# DATA SHOWN:

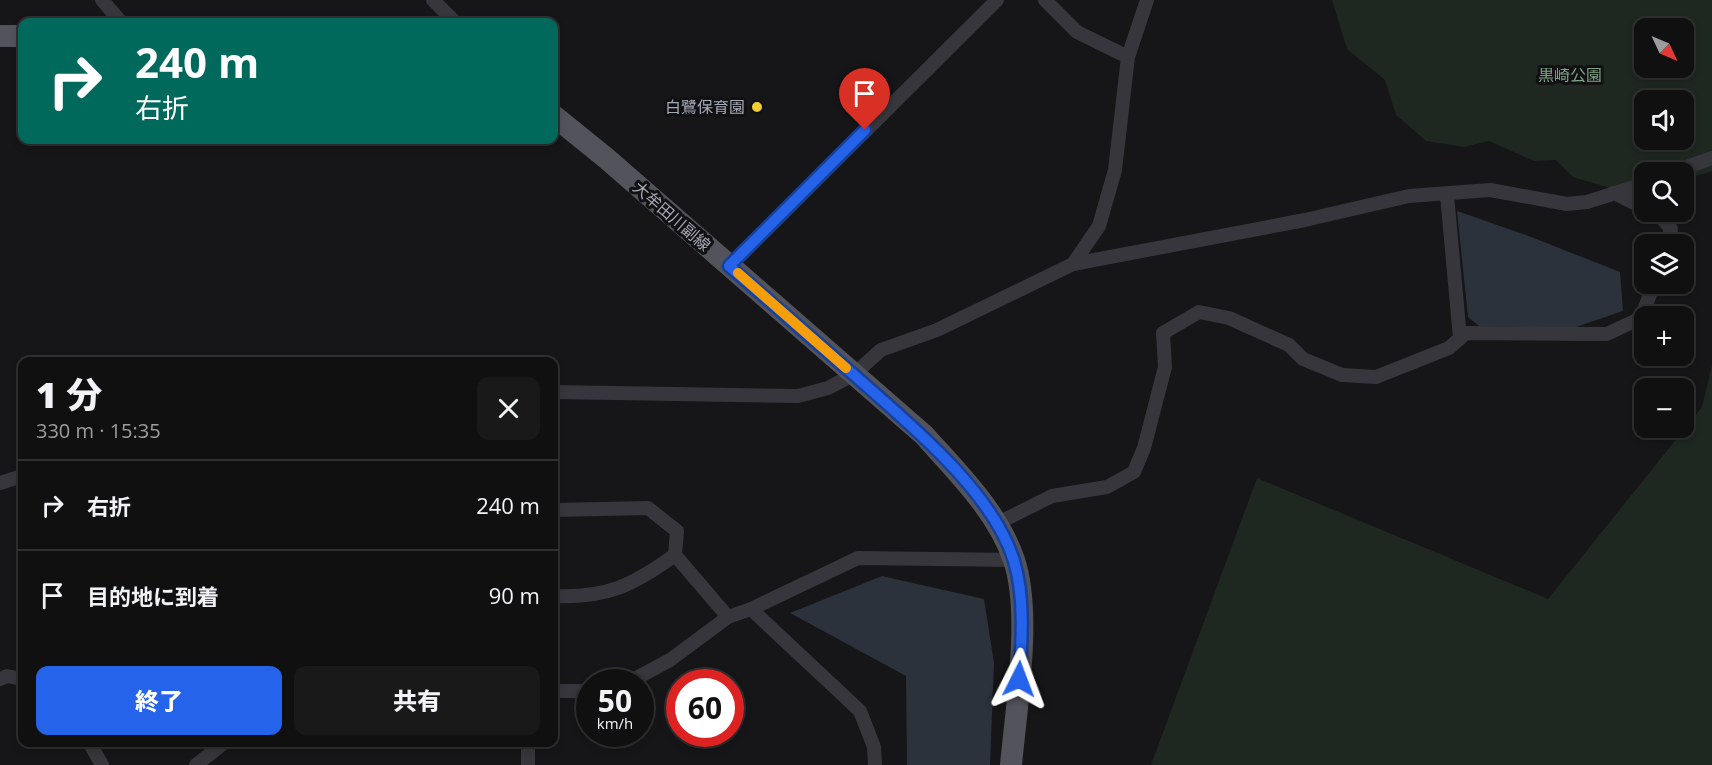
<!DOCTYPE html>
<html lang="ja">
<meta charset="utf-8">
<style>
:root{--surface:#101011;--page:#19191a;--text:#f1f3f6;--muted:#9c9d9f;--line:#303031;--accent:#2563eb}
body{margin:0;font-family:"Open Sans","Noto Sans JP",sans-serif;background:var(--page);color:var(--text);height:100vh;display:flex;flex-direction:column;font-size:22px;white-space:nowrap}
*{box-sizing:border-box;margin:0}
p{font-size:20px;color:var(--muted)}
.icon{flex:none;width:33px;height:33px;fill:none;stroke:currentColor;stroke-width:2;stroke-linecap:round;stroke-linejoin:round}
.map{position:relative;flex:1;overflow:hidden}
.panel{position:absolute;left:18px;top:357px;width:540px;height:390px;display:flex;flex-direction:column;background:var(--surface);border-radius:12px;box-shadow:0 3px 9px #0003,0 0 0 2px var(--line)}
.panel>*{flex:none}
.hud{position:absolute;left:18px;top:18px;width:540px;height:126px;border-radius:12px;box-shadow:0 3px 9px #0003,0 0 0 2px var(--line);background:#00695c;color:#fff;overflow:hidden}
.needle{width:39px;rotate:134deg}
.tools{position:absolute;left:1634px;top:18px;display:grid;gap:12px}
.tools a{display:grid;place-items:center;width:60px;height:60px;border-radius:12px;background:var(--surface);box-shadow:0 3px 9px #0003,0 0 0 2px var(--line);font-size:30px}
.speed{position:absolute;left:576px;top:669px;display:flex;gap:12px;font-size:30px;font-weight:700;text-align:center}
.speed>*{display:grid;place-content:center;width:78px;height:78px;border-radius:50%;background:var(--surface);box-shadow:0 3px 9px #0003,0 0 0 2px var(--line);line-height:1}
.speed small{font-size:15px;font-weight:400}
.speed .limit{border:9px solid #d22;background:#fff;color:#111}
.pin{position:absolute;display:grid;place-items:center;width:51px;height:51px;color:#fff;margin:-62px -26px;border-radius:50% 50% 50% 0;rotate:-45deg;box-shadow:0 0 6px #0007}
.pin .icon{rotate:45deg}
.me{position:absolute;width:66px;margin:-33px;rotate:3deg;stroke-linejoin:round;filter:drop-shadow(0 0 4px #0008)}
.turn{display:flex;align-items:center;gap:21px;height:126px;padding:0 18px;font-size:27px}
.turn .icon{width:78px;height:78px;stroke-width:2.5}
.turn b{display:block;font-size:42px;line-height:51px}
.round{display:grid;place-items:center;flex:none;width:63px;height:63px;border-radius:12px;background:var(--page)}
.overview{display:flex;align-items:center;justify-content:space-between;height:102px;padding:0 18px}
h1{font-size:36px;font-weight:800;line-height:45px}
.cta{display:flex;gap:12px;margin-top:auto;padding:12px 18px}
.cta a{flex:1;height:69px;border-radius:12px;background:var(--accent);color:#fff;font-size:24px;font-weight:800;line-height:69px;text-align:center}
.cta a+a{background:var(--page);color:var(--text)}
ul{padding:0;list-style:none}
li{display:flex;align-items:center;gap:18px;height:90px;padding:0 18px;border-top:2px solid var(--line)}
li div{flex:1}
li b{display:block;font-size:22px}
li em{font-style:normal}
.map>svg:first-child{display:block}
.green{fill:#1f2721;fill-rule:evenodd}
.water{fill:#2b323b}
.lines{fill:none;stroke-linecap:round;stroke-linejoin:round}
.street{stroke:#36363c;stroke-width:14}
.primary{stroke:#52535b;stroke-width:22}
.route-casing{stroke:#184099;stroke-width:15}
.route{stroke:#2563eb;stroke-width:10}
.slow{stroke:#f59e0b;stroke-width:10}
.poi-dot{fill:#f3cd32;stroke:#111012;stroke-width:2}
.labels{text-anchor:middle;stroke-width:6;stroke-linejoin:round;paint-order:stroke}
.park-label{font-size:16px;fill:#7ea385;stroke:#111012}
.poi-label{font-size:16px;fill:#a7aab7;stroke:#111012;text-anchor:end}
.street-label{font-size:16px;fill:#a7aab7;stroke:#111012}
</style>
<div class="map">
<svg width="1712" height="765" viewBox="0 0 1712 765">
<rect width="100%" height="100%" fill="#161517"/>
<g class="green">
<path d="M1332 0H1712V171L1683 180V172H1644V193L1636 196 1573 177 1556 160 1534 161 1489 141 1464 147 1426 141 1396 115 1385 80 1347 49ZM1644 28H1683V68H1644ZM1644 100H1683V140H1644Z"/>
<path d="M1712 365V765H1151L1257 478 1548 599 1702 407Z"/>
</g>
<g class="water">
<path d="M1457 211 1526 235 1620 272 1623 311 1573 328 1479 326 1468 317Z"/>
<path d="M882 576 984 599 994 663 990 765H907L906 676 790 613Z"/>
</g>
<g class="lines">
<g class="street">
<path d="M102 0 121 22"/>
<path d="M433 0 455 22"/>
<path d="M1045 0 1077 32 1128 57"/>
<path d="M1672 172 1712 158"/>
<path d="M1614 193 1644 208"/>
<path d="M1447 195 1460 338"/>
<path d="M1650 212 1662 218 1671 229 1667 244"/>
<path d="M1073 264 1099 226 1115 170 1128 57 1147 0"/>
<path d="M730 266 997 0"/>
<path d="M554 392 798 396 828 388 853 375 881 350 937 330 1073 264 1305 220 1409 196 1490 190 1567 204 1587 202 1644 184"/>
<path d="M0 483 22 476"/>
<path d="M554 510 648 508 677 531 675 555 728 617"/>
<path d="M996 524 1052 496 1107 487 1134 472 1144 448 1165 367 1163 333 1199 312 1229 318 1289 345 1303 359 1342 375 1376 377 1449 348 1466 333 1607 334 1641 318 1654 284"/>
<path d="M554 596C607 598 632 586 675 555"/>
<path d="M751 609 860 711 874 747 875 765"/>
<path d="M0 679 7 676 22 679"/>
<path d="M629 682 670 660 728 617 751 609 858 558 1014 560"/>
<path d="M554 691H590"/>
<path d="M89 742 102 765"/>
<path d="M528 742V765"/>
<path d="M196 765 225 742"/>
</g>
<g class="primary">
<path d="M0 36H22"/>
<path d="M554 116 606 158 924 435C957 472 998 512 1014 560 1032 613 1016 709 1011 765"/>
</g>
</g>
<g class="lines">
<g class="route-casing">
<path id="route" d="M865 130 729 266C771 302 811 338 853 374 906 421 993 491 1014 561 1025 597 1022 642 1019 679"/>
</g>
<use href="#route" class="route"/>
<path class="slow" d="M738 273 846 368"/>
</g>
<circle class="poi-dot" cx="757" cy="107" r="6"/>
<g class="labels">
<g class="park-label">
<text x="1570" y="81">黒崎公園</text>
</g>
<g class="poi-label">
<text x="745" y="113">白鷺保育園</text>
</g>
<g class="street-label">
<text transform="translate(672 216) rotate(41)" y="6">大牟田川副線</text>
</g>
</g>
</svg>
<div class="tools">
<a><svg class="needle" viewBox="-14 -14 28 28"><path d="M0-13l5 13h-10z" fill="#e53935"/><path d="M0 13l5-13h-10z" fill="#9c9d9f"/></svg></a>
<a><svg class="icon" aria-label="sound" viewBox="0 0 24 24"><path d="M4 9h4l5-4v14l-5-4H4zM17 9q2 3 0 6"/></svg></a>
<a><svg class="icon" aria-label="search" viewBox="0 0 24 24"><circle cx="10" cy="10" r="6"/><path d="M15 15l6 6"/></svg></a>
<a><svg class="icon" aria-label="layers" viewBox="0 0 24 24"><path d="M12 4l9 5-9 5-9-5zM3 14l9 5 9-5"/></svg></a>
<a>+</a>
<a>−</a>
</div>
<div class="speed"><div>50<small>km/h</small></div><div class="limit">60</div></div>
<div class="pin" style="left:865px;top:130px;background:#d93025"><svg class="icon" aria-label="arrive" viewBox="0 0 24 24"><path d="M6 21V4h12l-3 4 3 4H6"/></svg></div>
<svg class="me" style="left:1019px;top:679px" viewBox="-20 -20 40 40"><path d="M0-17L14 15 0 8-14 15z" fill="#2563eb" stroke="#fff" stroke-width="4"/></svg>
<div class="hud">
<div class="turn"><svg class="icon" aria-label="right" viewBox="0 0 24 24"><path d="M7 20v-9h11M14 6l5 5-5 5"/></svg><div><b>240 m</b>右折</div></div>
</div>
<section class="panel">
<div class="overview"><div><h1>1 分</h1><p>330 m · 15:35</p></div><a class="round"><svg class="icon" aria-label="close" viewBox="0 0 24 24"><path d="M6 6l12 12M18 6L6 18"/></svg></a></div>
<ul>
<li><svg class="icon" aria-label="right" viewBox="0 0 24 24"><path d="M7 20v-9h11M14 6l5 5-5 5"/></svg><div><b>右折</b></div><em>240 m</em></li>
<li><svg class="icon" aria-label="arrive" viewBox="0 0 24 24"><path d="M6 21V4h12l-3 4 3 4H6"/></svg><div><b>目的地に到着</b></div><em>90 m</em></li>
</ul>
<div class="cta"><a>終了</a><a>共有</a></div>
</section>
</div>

# WHAT THE TASK ASKS:
Filter the entries down to the lines with the word "overflow" in them, and copy those lines.

# WRITTEN ANSWER:
.map{position:relative;flex:1;overflow:hidden}
.hud{position:absolute;left:18px;top:18px;width:540px;height:126px;border-radius:12px;box-shadow:0 3px 9px #0003,0 0 0 2px var(--line);background:#00695c;color:#fff;overflow:hidden}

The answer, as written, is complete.